------ DATA PROVIDED ------

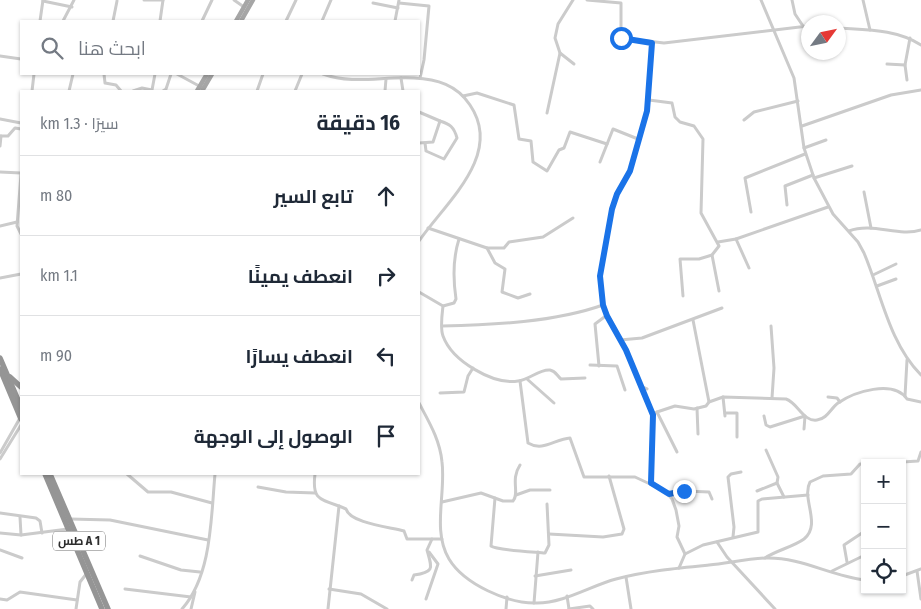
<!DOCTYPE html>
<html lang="ar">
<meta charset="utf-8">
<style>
body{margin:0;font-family:"Fira Sans Condensed",Cairo,sans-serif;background:#f6f6f7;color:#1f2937;direction:rtl}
.controls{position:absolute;right:15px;bottom:15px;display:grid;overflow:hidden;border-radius:0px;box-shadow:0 1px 4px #0004}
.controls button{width:45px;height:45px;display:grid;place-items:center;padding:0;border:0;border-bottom:1px solid #e0e1e3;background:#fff;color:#1f2937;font:25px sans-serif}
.compass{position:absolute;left:801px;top:15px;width:45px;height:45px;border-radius:50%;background:#fff;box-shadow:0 1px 4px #0004;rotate:57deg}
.stop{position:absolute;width:15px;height:15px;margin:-11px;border:4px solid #1a73e8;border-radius:50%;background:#fff}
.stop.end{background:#1a73e8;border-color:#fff;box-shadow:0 1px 5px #0008}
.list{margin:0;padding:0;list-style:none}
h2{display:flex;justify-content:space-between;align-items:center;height:65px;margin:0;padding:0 20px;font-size:21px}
h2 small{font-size:16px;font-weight:400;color:#747a83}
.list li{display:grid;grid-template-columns:32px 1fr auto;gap:15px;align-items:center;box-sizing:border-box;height:80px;padding:0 20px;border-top:1px solid #e0e1e3}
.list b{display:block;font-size:19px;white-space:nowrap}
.list em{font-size:16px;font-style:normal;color:#747a83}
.icon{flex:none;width:28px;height:28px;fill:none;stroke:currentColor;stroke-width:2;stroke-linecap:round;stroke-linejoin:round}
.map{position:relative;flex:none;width:921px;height:609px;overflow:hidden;direction:ltr}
.search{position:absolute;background:#fff;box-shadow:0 1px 4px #0004;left:20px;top:20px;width:400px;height:55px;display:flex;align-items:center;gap:12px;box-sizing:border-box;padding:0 18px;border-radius:0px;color:#747a83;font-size:19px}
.panel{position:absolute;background:#fff;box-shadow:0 1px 4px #0004;left:20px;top:90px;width:400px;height:385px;border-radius:0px;direction:rtl}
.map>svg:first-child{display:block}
</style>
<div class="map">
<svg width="921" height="609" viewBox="0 0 921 609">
<rect width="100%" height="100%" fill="#fff"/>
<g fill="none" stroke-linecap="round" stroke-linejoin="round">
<g stroke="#cbcbcb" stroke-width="3">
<path d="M144,0H163"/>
<path d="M234,0L244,7"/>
<path d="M587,0L621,3V38L664,43L808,26"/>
<path d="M761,0L794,78L804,148L814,178L833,214L858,242L864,253C881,293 889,343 921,375"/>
<path d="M792,0L795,14L803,26"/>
<path d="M863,0L870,30"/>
<path d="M43,1L72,7"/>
<path d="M373,3L398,8"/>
<path d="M399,3L429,6L424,60L420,78"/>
<path d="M40,21L43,0"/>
<path d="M63,21L74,0"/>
<path d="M113,21L117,1"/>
<path d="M160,21L163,0"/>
<path d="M202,21L212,0"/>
<path d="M286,21L296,0"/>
<path d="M322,21L331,0"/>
<path d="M395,21L399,0"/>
<path d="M838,28C867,30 896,29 921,45"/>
<path d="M560,53L574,64"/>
<path d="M0,56L21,59"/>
<path d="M887,64L905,65"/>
<path d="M104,74L105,83L116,85L121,91"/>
<path d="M177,74L201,87"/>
<path d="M323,74C353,85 383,76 414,78C437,79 457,85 470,105C504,155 445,203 419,241"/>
<path d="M401,78L403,91"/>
<path d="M907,80L905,65L910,38"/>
<path d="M32,91L34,74"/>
<path d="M69,91L73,74"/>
<path d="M133,91L142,88L152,90L155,74"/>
<path d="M163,91L166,89L171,74"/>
<path d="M257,91L263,74"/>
<path d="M295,91L302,74"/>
<path d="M385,91L386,79"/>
<path d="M463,96L477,93L514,105L519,139L531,141L533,162L547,171L559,150L564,148L570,132L607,144"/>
<path d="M649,100L672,103L675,117L680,122L694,126L703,139L701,213L719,246L712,255L699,259H680L683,296"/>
<path d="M419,112L440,121L433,142L419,143"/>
<path d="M547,113L560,53L555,38L558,24L573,0"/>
<path d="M0,119L21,123"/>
<path d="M744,120L754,112L798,101"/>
<path d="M802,126L891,95L921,90"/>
<path d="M0,136H8L15,128L21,129"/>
<path d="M425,143L426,151L444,159L457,138C454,127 450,124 440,121"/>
<path d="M0,146L1,136"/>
<path d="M804,148L826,140"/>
<path d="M600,162L613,129L638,139"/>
<path d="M0,172L21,173"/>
<path d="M21,174L17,226L21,234"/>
<path d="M814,178L852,166"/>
<path d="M864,192L871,228"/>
<path d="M787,205L785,186L813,175"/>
<path d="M751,212L745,178L805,154"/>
<path d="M0,226L17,222"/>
<path d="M428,228L487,248L495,263L505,269L502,292L518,298L530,294"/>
<path d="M849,231C873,222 898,237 921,230"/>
<path d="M736,239L828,207"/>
<path d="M718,242L736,239L749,268"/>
<path d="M487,248H504L509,242L543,237L573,218"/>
<path d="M712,255L719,291"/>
<path d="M873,275L896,264"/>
<path d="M0,278L21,274"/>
<path d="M877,286L896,279"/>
<path d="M419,292L443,306C442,315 440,328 443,336C452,361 493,385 518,381C529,380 539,369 550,370C556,371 557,376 561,379L585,378"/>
<path d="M443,306L454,303L456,299C453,279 453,258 459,239"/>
<path d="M693,320L709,402"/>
<path d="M442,326C493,325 555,322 603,305"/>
<path d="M771,326L774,368L772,398"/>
<path d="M620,340L642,338L722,308"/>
<path d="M590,365L617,366L625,390"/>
<path d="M599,366L595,324L607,315"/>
<path d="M527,379L554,403"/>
<path d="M520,381L528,443C543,452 555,439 570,438L584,477H635L665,491L672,499L676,510L679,526L677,537L685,554L679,568"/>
<path d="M641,387L653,415"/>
<path d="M647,389L640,386L626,350L603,305L600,275L612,209L617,194L630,171L647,111L652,43"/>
<path d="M440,393L464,392L468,376L473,368"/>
<path d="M905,396L907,360"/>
<path d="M723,397L725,416"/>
<path d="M828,397L837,398L840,402"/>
<path d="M419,403C429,422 440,440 442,462C446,493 432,531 449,559C464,584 508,604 537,603C564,603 590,586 616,579C646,571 678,568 709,565C728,563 747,559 766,558C801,557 831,576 865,580"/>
<path d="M697,408L698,434"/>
<path d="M657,412L677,452"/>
<path d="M725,413H737V437"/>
<path d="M764,416L766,425L770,427L805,416L804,429"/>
<path d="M766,450L778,477L777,483"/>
<path d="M0,453L20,418"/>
<path d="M0,459L21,425"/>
<path d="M887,463L918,461L921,452"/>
<path d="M127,474L148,492H171L212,503"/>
<path d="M315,474C312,498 318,499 339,506L328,609"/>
<path d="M651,483L653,415L657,412L675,406L694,409L706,406L709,402L723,397L786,399C798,403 803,422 817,420C827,419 831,408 838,403C854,392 893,379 907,399L921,402"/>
<path d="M258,487L286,492L315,493"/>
<path d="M757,491L777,483L784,497"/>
<path d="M669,494L685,491L709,492L712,499"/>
<path d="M516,495L530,490H550"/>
<path d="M495,498L491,546C496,550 535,552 545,553L549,545L547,504"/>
<path d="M442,502L481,493L503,501H513C520,493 510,480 520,465"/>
<path d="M339,506L346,509C350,523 389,527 404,531L407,539H442"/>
<path d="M0,513L36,518L40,521L42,533"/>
<path d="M20,517L21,535"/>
<path d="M70,519L110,520L208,540"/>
<path d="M0,533L21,535L68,529"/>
<path d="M549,534L603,537L622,534L624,529L609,476"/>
<path d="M733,537L734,527L728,477L731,474L741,472"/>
<path d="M717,542L727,557L775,609"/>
<path d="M0,550L22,558"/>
<path d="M685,554L703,545L758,532V501L762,499L808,495"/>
<path d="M140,556L181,570L200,572"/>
<path d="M765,558C777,550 793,547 804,539C822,524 801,499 810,482L823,476L851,474L860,464H865"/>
<path d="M847,562L844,545L865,531"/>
<path d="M832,571L865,555"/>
<path d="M917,571L921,599"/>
<path d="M535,576L571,570"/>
<path d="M902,576L921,569"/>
<path d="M626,577L631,609"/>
<path d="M412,580L414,575C435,572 432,568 427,550L432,539"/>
<path d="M125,589L191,597"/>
<path d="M329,589L361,594L387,609"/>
<path d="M567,596L569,609"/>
<path d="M0,599L7,600L20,592L77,600"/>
<path d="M426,599L438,564L429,552"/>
<path d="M534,603L538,552"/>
<path d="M76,609L80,582L87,573"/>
<path d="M182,609C212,575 211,517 215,474"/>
<path d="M191,609L195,592"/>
<path d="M506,609L507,597"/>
<path d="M569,609L590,606L593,609"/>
</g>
<g stroke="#a6a6a6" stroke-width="4.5">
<path d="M236,21L248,0"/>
<path d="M241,21L253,0"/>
<path d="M197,91L207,74"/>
<path d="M202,91L212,74"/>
</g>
<g stroke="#959595" stroke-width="5.5">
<path d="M0,358L21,407"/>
<path d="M0,369L21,419"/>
<path d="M10,377L21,387"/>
<path d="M45,474L102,609"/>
<path d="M50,474L108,609"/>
</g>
</g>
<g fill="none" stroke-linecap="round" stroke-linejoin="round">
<path stroke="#1a73e8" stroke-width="6" d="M621,38L652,43L647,111L630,171L617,194L612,209L600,276L603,305L607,316L626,350L653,415L651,483L669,494L684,491"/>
</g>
<g text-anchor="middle" stroke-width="5" stroke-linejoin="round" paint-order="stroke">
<rect fill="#fff" stroke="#6d6d6d" stroke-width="1" x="53" y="531.5" width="52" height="19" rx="4"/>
<g font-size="12" font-weight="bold" fill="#2e2e2e">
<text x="79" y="545">طس A 1</text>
</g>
</g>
</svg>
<div class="controls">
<button>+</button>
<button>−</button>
<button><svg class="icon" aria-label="locate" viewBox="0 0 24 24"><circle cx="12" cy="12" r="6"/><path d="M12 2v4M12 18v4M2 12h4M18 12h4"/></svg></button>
</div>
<svg class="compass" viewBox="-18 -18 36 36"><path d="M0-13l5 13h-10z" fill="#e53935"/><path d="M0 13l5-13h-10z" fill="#747a83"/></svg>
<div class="stop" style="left:621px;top:38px"></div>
<div class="stop end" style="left:684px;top:491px"></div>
<div class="search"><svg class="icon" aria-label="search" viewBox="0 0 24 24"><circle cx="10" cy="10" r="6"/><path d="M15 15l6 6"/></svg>ابحث هنا</div>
<section class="panel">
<h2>16 دقيقة<small>سيرًا · 1.3 km</small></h2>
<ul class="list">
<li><svg class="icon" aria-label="ahead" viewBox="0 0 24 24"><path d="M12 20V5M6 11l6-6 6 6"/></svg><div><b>تابع السير</b></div><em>80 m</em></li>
<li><svg class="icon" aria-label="right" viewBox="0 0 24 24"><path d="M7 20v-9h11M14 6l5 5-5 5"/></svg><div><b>انعطف يمينًا</b></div><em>1.1 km</em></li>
<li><svg class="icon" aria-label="left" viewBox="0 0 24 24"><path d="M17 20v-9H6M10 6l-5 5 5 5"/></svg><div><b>انعطف يسارًا</b></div><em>90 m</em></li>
<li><svg class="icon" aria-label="arrive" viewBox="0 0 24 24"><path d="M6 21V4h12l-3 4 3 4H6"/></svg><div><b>الوصول إلى الوجهة</b></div></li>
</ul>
</section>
</div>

------

# AIM OF THE TASK:
From the entries above, say how many lines contain "compass". Only the number is wanted.

# EXERCISE SOLUTION:
2